Digital is the new normal, and there’s no going back. Every year, consumers visit, on average, 191 websites or services requiring a user name and password, and the digital footprint is expected to grow exponentially. So much exposure naturally brings added risks like account takeover (ATO).
Each year, bad actors compromise billions of accounts through stolen credentials, phishing, social engineering, and multiple forms of ATO. To put it into perspective: account takeover fraud increased by 90% to an estimated $11.4 billion in 2021 compared with 2020. Beyond the financial impact, ATOs damage the customer experience, threaten brand loyalty and reputation, and strain fraud teams as they manage chargebacks and customer claims.
Many companies, even those with sophisticated fraud teams, use rules-based solutions to detect compromised accounts because they’re simple to create. To bolster their defenses and reduce friction for legitimate users, businesses are increasingly investing in AI and machine learning (ML) to detect account takeovers.
AWS can help you improve your fraud mitigation with solutions like Amazon Fraud Detector. This fully managed AI service allows you to identify potentially fraudulent online activities by enabling you to train custom ML fraud detection models without ML expertise.
This post discusses how to create a real-time detector endpoint using the new Account Takeover Insights (ATI) model in Amazon Fraud Detector.
Overview of solution
Amazon Fraud Detector relies on specific models with tailored algorithms, enrichments, and feature transformations to detect fraudulent events across multiple use cases. The newly launched ATI model is a low-latency fraud detection ML model designed to detect potentially compromised accounts and ATO fraud. The ATI model detects up to four times more ATO fraud than traditional rules-based account takeover solutions while minimizing the level of friction for legitimate users.

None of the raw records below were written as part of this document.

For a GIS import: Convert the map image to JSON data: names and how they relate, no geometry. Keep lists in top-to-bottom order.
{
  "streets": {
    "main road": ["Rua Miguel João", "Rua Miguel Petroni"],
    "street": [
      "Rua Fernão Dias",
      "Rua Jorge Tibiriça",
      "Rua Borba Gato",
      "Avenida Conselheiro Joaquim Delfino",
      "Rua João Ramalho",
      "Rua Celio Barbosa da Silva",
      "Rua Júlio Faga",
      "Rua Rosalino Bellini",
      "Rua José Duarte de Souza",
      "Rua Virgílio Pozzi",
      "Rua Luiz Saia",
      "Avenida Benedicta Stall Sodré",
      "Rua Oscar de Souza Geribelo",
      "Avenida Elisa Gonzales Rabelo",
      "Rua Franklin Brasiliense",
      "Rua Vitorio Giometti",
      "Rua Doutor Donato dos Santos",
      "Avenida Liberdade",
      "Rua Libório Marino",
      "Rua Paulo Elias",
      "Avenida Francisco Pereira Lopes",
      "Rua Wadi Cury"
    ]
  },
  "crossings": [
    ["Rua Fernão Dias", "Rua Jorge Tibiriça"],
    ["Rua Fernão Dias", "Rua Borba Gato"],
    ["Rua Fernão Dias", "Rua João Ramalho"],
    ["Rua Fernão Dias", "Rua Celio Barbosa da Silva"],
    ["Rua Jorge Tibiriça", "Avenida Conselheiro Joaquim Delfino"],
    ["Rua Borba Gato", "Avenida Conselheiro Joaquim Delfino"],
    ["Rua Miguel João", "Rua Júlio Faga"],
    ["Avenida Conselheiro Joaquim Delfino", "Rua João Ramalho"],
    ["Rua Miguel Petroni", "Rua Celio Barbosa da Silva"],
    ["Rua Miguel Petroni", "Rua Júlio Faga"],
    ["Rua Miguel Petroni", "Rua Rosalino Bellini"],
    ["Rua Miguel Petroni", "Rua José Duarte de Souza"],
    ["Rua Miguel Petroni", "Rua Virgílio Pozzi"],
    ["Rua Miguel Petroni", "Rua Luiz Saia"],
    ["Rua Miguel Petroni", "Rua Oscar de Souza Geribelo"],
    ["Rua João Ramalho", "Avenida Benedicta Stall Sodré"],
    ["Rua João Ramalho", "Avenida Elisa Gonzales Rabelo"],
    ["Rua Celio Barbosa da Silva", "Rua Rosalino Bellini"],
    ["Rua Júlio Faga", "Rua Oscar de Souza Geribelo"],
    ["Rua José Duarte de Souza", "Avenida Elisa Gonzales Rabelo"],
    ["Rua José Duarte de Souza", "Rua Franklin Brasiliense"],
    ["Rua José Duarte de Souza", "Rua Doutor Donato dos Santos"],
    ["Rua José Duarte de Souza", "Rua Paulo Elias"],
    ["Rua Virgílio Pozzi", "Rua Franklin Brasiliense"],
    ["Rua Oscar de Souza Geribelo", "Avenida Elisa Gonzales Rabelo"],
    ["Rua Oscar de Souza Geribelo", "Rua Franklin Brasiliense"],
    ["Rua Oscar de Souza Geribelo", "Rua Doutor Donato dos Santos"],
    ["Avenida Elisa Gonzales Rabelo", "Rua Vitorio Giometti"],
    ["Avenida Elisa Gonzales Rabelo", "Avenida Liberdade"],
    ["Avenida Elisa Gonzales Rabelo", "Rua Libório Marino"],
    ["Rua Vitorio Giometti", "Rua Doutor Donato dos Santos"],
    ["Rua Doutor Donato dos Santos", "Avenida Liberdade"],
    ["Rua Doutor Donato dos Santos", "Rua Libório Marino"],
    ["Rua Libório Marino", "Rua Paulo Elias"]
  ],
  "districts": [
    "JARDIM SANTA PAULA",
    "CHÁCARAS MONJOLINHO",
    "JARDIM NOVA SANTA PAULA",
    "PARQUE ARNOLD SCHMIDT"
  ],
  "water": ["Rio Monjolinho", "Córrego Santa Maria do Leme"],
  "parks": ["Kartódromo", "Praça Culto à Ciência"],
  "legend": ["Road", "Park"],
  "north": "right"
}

The ATI model is trained using a dataset containing your business’s historical login events. Event labels are optional for model training because the ATI model uses an innovative approach to unsupervised learning. The model differentiates events generated by the actual account owner (legit events) from those generated by bad actors (anomalous events).
Amazon Fraud Detector derives the user’s past behavior by continuously aggregating the data provided. Examples of user behavior include the number of times the user signed in from a specific IP address. With these additional enrichments and aggregates, Amazon Fraud Detector can generate strong model performance from a small set of inputs from your login events.
For a real-time prediction, you call the GetEventPrediction API after a user presents valid login credentials to quantify the risk of ATO. In response, you receive a model score between 0–1000, where 0 shows low fraud risk and 1000 shows high fraud risk, and an outcome based on a set of business rules you define. You can then take the appropriate action on your end: approve the login, deny the login, or challenge the user by enforcing an additional identity verification.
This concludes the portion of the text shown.